Bavaria has become a target for refugees entering Europe through Italy and then heading towards Austria. In July, police in Munich reported a "huge increase" in the number of people arriving illegally at Munich's main train station with 600 arrivals in June and July.
Bavarian government figures show almost 17,000 people applied for asylum last year.
“Lampedusa can't become a suburb of Kiefersfelden [the Bavarian-Austrian border town],” CSU secretary-general Andreas Scheuer reportedly said at Friday's meeting, referring to the Italian island where many refugees have landed after fleeing their homeland in recent years.
“Italy has clearly violated the Schengen agreement,” Seehofer told Bild on Monday. “If that isn't fixed, Germany must really consider putting a stop to it with border controls.”
But the party's suggestions met with immediate resistance from their allies, Merkel's Christian Democratic Union (CDU).
“To tighten borders would be a sign of powerlessness and a confession that the authorities in Germany don't work fast enough,” said Peter Hauk, leader of the CDU group in the Baden-Württemberg state parliament.
Germany was recently praised by the UN High Commissioner for Refugees who called Germany's refugee policy "an example for other European countries to follow".
A CSU spokesman contacted by The Local said that renewed border controls were not yet part of party policy, as they first have to be agreed at a party board meeting on Monday.
Other demands of the CSU include an increase in staffing levels at the Federal Migration and Refugees Office, repurposing disused barracks to house refugees, and an increase in funding of €100m for refugees and development aid, to be put under the control of CSU Development Aid Minister Gerd Müller.
Many towns in Bavaria are complaining that they are now overburdened with asylum seekers and refugees.

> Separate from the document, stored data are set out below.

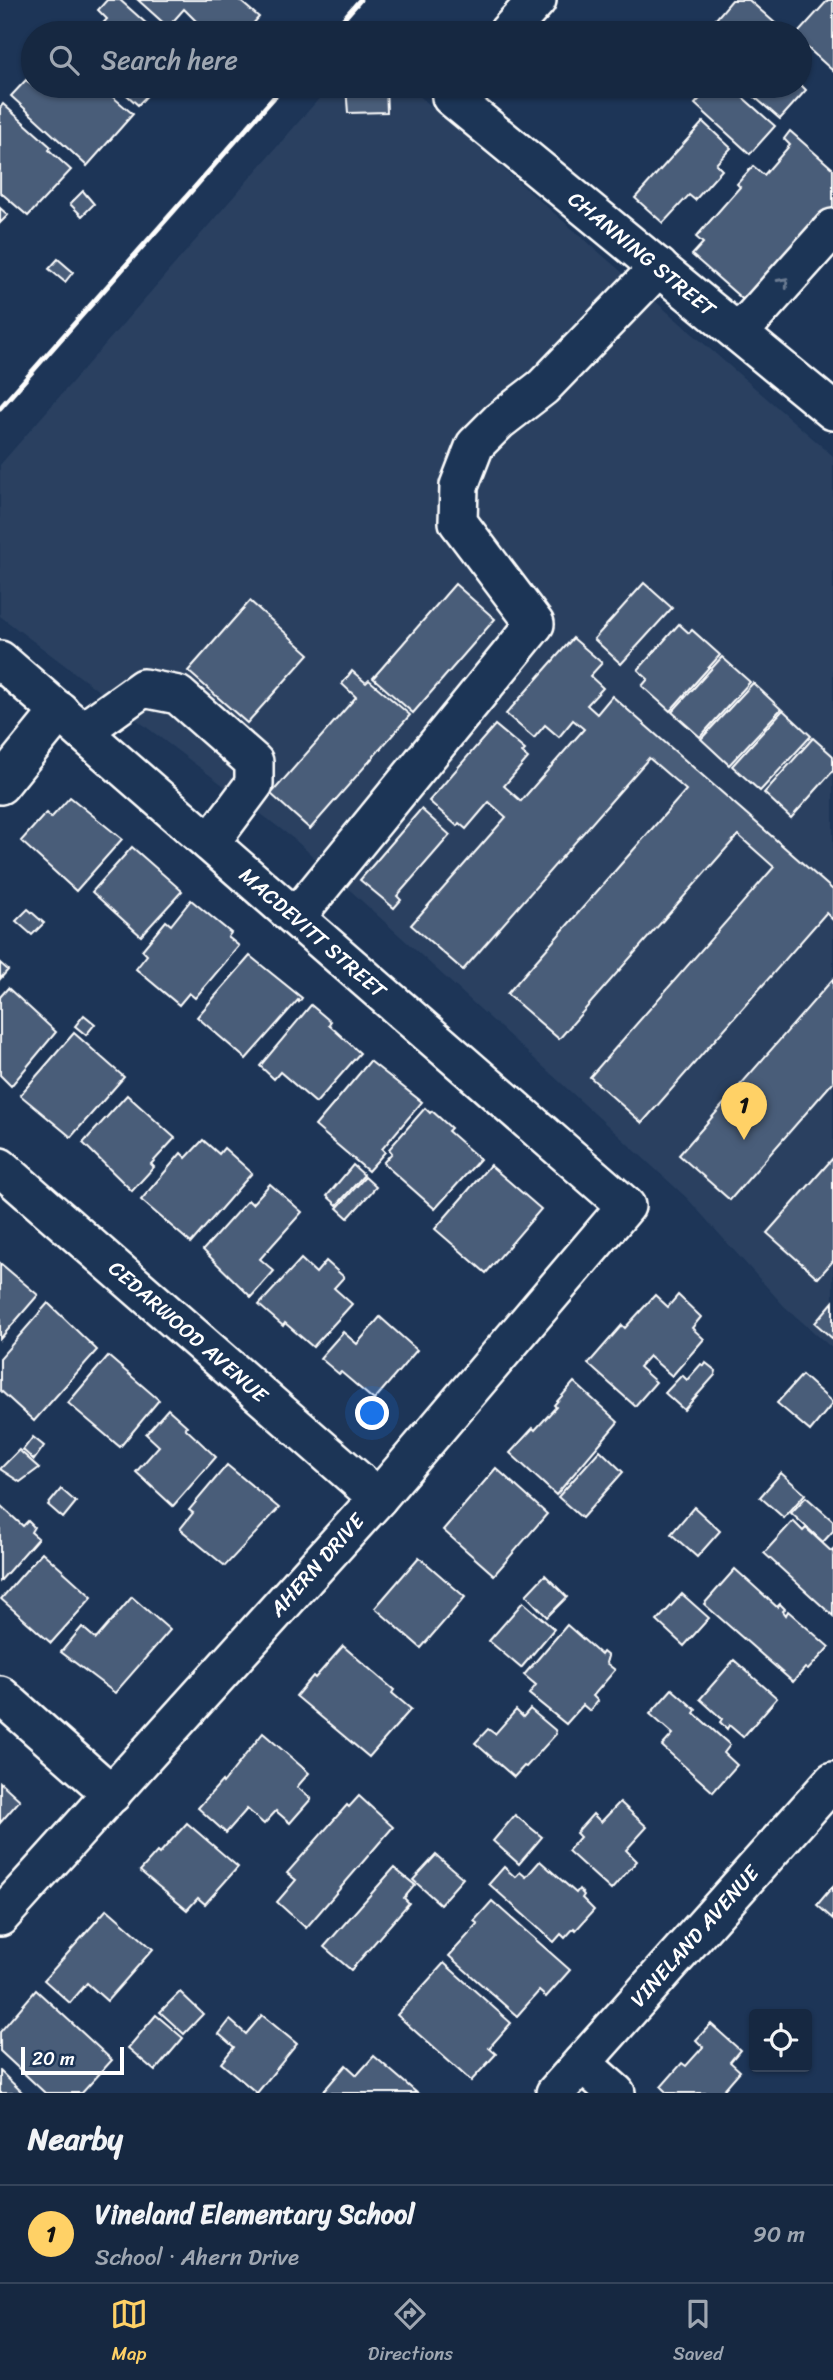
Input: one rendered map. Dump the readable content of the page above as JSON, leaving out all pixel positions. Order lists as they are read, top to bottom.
{
  "streets": {
    "street": [
      "CHANNING STREET",
      "MACDEVITT STREET",
      "CEDARWOOD AVENUE",
      "AHERN DRIVE",
      "VINELAND AVENUE"
    ]
  },
  "crossings": [
    ["MACDEVITT STREET", "AHERN DRIVE"],
    ["CEDARWOOD AVENUE", "AHERN DRIVE"]
  ],
  "scale_bar": "20 m",
  "page": {
    "search": "Search here",
    "pins": "1",
    "scale": "20 m",
    "heading": "Nearby",
    "list": [
      {
        "mark": "1",
        "name": "Vineland Elementary School",
        "note": "School · Ahern Drive",
        "value": "90 m"
      }
    ],
    "nav": ["Map", "Directions", "Saved"]
  }
}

Opposition politicians and refugee organisations have accused Seehofer of failing to react in time.
"The current situation is the payback for the short-sighted asylum policy of recent years," said Ben Rau of the Bavarian Refugee Council. "The Bavarian government must admit its failure and use the opportunity to finally introduce a long-term, humane accommodation policy."
Under the Schengen agreement and EU border regulations, refugees are supposed to remain in the country in which they first arrive so that the burden can be shared among member states.
But Italy has been accused of turning a blind eye to the refugees passing through the country so that they don't become a burden on its social security system.
Interior Minister Thomas de Maizière recently promised more support to Italy so that the country can deal with the large numbers of refugees arriving on its shores as EU rules require.